Post-translational glycosylation of proteins results in complex mixtures of heterogeneous protein glycoforms. Glycoproteins have many potential applications from fundamental studies of glycobiology to potential therapeutics, but generating homogeneous recombinant glycoproteins using chemical or chemoenzymatic reactions to mimic natural glycoproteins or creating homogeneous synthetic neoglycoproteins is a challenging synthetic task. In this work, we use a site-specific bioorthogonal approach to produce synthetic homogeneous glycoproteins. We develop a bifunctional, bioorthogonal linker that combines oxime ligation and strain-promoted azide–alkyne cycloaddition chemistry to functionalize reducing sugars and glycan derivatives for attachment to proteins.

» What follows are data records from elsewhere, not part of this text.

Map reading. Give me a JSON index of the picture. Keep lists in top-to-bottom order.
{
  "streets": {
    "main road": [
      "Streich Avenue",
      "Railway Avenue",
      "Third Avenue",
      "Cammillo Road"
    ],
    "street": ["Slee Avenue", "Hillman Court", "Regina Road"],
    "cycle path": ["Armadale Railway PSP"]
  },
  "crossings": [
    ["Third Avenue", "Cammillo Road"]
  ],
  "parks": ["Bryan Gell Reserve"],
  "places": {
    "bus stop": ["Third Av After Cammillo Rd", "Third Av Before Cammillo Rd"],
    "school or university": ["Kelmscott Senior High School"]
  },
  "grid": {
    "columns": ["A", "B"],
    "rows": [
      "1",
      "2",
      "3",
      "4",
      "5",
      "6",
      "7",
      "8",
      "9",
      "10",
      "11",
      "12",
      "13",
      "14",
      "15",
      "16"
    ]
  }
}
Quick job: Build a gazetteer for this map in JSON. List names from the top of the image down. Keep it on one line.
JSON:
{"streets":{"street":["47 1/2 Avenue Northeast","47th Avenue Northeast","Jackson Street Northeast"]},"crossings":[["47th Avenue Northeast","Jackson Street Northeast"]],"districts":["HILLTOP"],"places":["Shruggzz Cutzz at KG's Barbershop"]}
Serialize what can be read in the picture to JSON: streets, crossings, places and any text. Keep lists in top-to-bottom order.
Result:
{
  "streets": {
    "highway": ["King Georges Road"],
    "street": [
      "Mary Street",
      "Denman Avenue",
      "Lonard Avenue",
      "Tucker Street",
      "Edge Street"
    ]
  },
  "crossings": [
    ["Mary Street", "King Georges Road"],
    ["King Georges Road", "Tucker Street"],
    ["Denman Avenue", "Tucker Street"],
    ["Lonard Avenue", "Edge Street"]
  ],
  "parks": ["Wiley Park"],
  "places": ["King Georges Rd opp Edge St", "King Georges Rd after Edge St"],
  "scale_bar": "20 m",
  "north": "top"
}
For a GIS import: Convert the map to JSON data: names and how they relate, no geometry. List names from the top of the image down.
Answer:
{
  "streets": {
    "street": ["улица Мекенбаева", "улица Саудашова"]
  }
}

We demonstrate the utility of this minimal length linker by producing neoglycoprotein inhibitors of cholera toxin in which derivatives of the disaccharide lactose and GM1os pentasaccharide are attached to a nonbinding variant of the cholera toxin B-subunit that acts as a size- and valency-matched multivalent scaffold. The resulting neoglycoproteins decorated with GM1 ligands inhibit cholera toxin B-subunit adhesion with a picomolar IC50.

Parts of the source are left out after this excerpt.